§ **YOUR ASSIGNMENT**:
Look over the listing below and work out how many lines have the word "lists". Write only that number.
[[ RECORDS TO USE open ]]
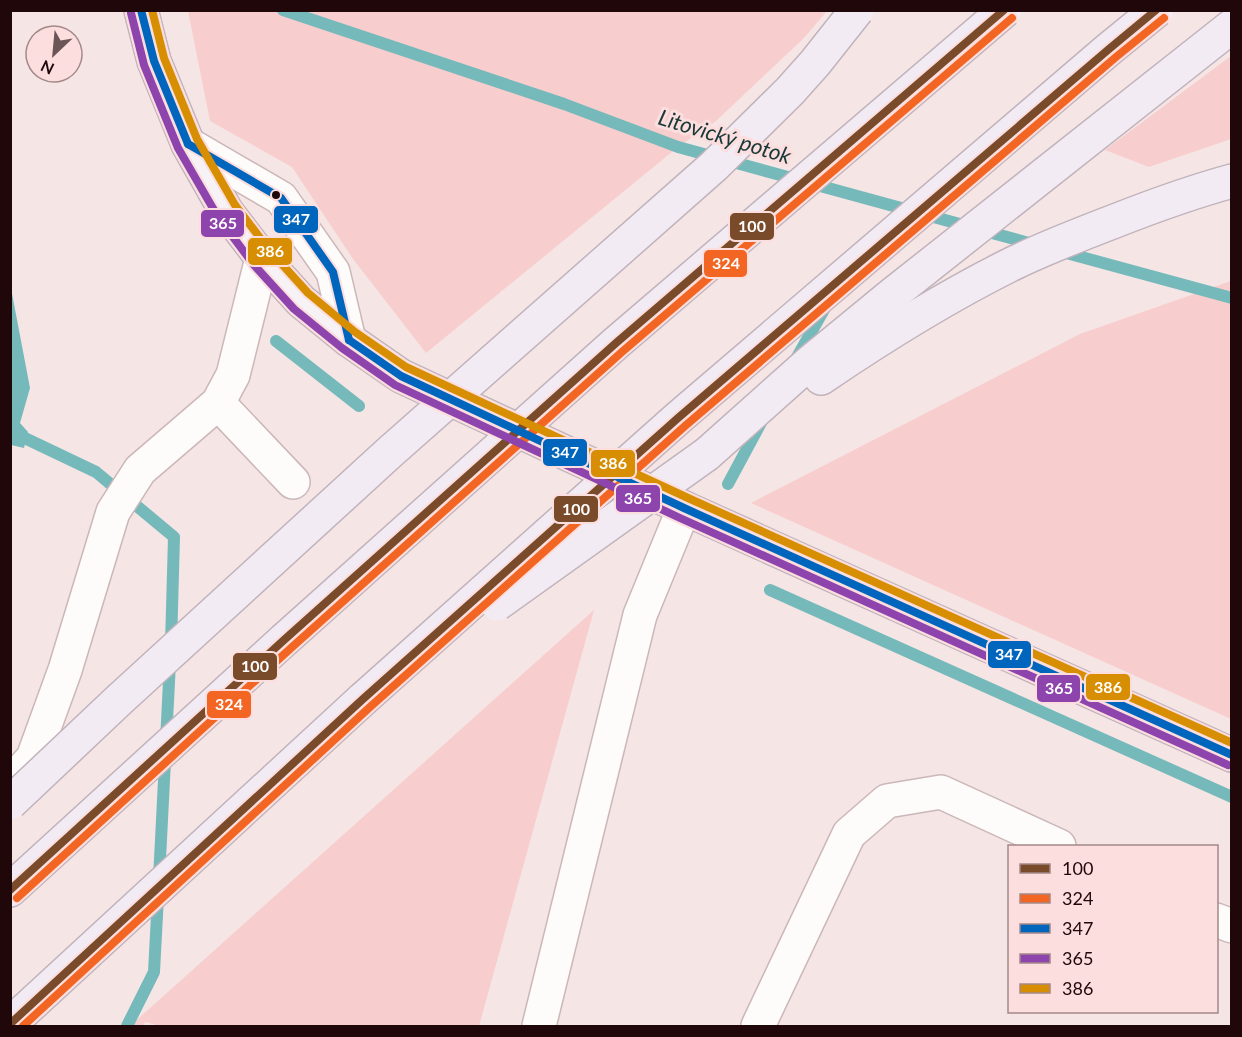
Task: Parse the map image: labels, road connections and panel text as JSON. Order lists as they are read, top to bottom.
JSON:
{
  "water": ["Litovický potok"],
  "lines": [
    "transit line 100",
    "transit line 347",
    "transit line 386",
    "transit line 365",
    "transit line 324"
  ],
  "legend": [
    "100",
    "324",
    "347",
    "365",
    "386"
  ],
  "north": "bottom left"
}
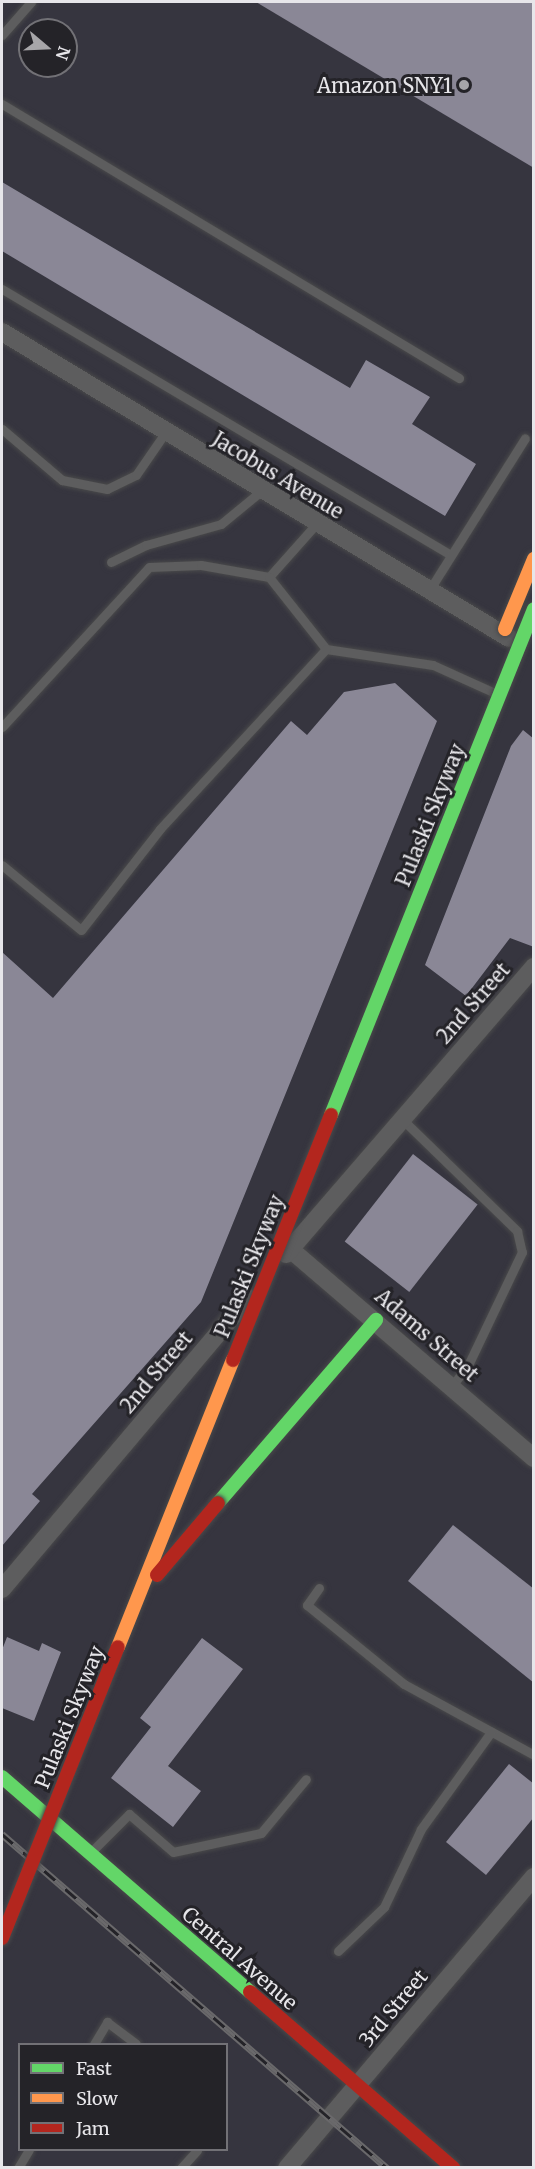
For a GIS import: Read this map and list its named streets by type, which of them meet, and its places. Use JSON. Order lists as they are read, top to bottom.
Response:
{
  "streets": {
    "main road": ["Pulaski Skyway", "Central Avenue"],
    "street": [
      "Jacobus Avenue",
      "2nd Street",
      "Adams Street",
      "3rd Street"
    ]
  },
  "crossings": [
    ["2nd Street", "Adams Street"],
    ["Central Avenue", "3rd Street"]
  ],
  "places": ["Amazon SNY1"],
  "legend": ["Fast", "Slow", "Jam"],
  "north": "right"
}
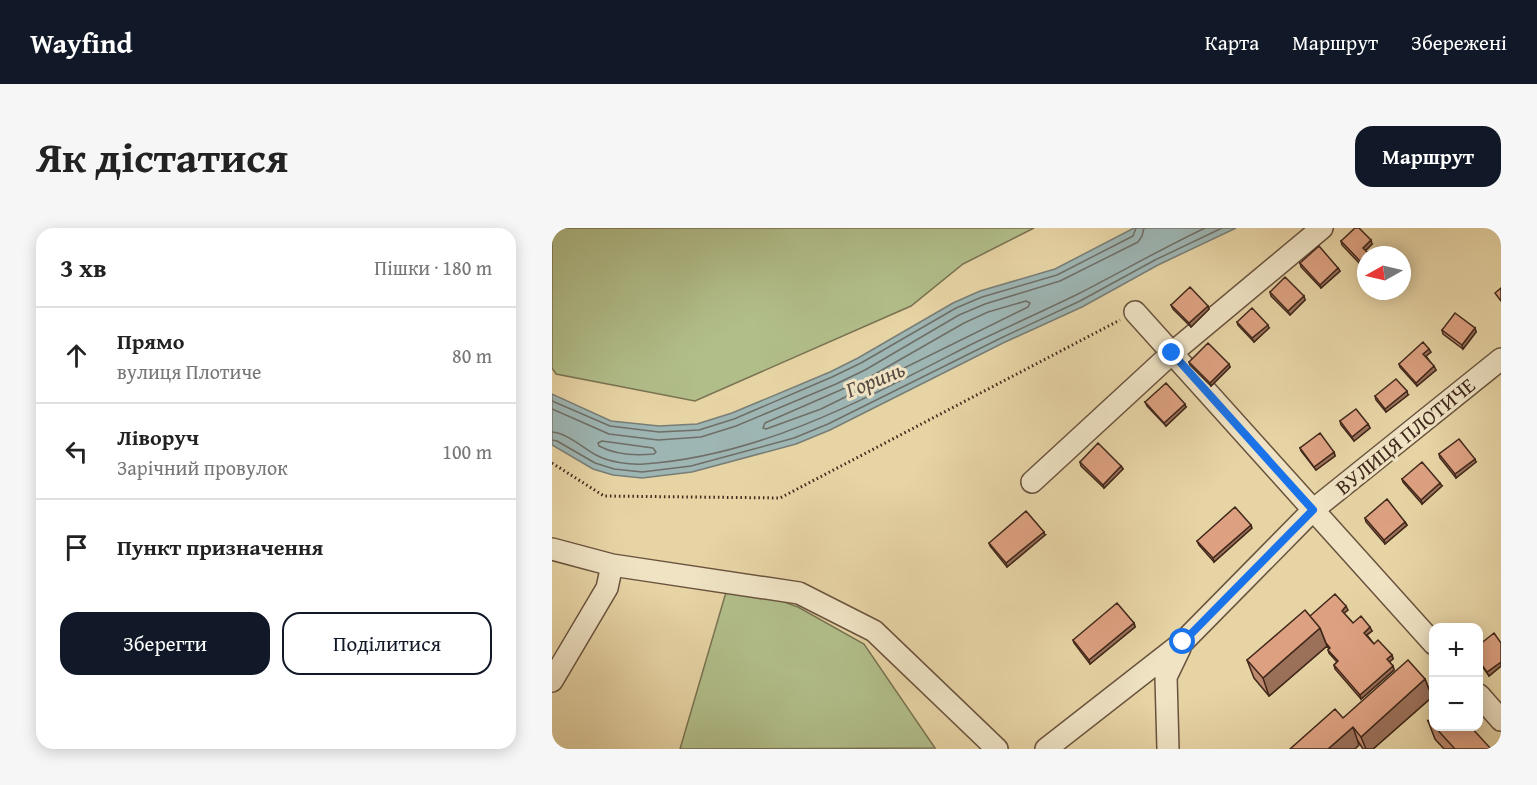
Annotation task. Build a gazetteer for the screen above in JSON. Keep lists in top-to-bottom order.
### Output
{
  "streets": {
    "street": ["ВУЛИЦЯ ПЛОТИЧЕ"]
  },
  "water": ["Горинь"],
  "north": "left",
  "page": {
    "header": "Wayfind",
    "nav": ["Карта", "Маршрут", "Збережені"],
    "title": "Як дістатися",
    "buttons": [
      "Маршрут",
      ["Зберегти", "Поділитися"]
    ],
    "heading": ["3 хв", "Пішки · 180 m"],
    "list": [
      ["Прямо", "вулиця Плотиче", "80 m"],
      ["Ліворуч", "Зарічний провулок", "100 m"],
      "Пункт призначення"
    ],
    "map_buttons": ["+", "−"]
  }
}
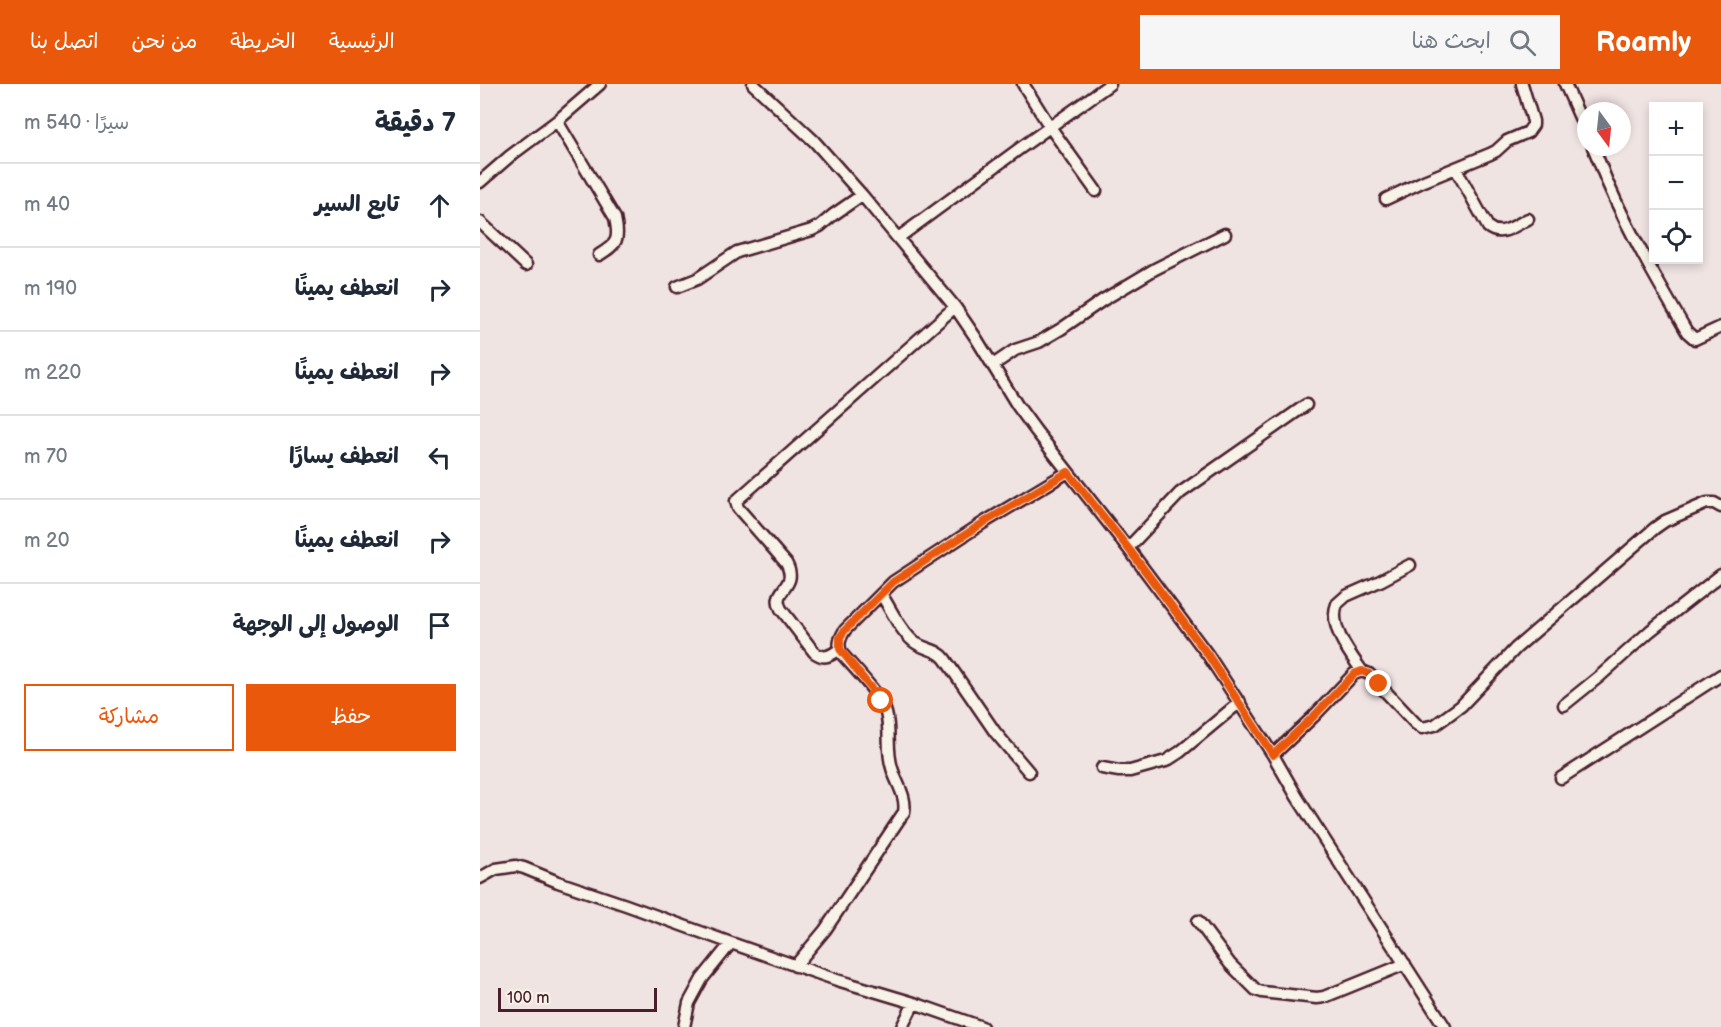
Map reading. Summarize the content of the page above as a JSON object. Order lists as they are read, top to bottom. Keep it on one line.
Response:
{"scale_bar":"100 m","north":"bottom","page":{"header":"Roamly","search":"ابحث هنا","nav":["الرئيسية","الخريطة","من نحن","اتصل بنا"],"heading":["7 دقيقة","سيرًا · 540 m"],"map_buttons":["+","−"],"list":[["تابع السير","40 m"],["انعطف يمينًا","190 m"],["انعطف يمينًا","220 m"],["انعطف يسارًا","70 m"],["انعطف يمينًا","20 m"],"الوصول إلى الوجهة"],"buttons":["حفظ","مشاركة"],"scale":"100 m"}}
[[ RECORDS TO USE closed ]]
§ **ANSWER TO THIS PROBLEM**:
4